TASK BRIEF:
How many of the lines below hold "tools"? Only the number, please.

(SUPPLIED DATA)

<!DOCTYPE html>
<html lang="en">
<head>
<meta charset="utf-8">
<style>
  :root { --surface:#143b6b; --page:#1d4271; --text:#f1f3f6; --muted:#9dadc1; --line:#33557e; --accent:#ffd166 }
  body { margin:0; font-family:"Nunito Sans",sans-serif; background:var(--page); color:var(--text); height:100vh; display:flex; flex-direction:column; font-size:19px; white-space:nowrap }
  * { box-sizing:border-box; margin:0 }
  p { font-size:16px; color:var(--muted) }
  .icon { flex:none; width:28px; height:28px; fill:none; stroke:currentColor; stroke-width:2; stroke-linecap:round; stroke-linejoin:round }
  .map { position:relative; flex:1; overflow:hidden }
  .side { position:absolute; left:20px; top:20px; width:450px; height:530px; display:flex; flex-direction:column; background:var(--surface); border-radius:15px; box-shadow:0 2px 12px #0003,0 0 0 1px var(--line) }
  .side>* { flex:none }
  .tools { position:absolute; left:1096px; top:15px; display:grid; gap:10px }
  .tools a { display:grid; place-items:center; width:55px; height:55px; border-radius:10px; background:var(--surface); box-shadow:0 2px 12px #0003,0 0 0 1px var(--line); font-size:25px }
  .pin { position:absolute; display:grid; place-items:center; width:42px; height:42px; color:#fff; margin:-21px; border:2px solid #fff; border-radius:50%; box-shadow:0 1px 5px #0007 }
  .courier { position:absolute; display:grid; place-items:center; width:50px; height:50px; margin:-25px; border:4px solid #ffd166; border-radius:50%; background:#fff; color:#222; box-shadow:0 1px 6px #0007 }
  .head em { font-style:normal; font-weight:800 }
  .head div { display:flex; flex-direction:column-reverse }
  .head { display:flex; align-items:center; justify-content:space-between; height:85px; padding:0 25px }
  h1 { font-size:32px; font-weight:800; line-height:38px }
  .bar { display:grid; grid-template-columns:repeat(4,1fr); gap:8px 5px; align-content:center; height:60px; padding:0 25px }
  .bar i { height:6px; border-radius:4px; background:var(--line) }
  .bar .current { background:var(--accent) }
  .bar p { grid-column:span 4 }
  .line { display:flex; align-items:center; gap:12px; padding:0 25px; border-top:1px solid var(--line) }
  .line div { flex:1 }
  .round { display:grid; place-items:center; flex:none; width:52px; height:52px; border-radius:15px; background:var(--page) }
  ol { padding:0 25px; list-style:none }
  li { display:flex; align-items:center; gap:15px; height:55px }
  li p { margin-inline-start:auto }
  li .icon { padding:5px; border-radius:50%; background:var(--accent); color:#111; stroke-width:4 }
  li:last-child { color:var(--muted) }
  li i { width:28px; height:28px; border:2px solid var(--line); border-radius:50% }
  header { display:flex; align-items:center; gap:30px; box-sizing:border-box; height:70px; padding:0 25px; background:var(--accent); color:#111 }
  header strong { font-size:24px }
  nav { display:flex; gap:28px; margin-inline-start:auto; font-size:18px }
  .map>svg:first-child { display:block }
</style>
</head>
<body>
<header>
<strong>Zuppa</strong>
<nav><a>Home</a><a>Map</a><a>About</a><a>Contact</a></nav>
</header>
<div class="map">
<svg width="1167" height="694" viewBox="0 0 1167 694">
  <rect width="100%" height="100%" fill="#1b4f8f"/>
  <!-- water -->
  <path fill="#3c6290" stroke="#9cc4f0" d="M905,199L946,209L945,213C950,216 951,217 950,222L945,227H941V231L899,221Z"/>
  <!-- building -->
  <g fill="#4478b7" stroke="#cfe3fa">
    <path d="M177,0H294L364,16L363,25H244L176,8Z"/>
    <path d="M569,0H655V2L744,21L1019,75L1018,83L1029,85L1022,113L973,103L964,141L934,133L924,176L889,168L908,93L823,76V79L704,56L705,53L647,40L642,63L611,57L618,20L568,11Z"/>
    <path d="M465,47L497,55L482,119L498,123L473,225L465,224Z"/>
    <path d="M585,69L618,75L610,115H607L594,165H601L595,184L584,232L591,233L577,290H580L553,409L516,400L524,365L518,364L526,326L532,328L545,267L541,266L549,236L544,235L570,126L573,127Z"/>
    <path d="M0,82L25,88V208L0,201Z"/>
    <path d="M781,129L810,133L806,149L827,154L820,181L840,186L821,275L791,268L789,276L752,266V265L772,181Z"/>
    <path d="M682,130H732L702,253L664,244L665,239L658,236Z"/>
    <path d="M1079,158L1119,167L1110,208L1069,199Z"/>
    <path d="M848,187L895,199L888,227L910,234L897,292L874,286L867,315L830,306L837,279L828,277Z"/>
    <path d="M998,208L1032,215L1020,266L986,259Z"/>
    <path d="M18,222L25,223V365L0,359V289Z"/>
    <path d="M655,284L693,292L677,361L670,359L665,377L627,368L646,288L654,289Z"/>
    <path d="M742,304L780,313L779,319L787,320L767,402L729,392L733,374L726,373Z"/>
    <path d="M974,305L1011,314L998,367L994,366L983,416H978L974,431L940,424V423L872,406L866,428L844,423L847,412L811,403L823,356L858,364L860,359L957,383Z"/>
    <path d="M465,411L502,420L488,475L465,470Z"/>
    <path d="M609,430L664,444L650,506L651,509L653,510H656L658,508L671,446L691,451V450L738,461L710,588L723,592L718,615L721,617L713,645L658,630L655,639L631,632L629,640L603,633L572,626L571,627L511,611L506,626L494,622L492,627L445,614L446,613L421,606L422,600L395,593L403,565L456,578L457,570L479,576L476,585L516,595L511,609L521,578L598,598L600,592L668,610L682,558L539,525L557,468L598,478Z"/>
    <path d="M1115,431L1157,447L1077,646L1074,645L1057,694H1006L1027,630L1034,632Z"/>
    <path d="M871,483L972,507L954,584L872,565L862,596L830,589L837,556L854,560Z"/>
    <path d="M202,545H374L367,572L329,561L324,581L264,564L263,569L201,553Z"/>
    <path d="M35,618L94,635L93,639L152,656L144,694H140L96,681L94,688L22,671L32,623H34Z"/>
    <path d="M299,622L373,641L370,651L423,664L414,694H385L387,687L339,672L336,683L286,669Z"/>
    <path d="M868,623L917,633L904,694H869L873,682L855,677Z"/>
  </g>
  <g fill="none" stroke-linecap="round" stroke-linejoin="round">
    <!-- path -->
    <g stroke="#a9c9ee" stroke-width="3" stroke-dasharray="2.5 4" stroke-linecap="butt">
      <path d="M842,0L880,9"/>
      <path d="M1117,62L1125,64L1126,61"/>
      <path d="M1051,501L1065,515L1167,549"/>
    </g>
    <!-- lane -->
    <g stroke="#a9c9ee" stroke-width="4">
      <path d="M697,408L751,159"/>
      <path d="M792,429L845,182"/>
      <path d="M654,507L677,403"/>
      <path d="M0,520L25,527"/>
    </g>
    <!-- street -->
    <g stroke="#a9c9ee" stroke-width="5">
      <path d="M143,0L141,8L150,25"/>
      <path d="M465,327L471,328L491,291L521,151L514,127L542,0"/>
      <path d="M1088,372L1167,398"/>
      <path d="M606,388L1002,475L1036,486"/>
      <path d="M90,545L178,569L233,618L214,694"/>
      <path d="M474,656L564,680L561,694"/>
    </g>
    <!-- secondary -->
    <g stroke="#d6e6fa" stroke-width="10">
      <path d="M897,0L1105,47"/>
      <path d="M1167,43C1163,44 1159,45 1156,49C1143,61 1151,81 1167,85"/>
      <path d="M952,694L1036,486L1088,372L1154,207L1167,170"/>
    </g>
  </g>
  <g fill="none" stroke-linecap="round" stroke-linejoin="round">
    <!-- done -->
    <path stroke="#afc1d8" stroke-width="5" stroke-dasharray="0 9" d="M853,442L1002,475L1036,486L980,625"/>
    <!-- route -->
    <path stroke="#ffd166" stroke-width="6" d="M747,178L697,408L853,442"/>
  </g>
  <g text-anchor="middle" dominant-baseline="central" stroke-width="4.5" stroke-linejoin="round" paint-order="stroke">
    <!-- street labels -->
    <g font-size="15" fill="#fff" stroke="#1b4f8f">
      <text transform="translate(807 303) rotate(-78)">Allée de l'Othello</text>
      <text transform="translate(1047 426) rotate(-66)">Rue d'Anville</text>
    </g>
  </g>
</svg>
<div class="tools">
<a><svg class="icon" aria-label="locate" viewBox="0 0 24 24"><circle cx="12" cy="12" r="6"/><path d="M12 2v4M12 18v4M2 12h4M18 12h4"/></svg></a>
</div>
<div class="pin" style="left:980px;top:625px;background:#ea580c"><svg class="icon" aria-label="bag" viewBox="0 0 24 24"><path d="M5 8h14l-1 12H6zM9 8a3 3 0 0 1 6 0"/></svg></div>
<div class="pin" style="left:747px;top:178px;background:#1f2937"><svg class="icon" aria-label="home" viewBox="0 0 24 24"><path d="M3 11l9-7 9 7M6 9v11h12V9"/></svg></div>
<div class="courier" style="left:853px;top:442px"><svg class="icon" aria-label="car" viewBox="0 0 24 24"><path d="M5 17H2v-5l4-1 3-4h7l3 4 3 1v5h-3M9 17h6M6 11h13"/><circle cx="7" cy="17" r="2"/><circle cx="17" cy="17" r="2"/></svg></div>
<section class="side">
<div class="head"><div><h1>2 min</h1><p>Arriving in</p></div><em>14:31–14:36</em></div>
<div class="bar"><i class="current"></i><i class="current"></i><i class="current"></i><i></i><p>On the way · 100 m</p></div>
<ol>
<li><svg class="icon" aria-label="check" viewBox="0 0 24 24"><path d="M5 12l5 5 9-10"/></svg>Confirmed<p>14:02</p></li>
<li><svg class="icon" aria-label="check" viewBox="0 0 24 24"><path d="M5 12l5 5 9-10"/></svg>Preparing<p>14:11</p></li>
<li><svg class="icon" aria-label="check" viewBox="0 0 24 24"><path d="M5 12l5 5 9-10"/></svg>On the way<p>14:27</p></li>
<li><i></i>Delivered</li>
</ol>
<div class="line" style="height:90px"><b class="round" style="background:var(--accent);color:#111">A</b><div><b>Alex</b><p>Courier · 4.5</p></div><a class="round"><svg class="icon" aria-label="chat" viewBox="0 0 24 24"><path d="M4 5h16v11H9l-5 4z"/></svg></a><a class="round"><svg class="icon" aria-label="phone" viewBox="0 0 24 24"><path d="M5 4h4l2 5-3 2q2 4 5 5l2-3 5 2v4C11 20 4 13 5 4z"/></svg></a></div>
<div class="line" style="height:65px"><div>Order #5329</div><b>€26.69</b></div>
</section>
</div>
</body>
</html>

(End SUPPLIED DATA)

EXERCISE OUTPUT:
3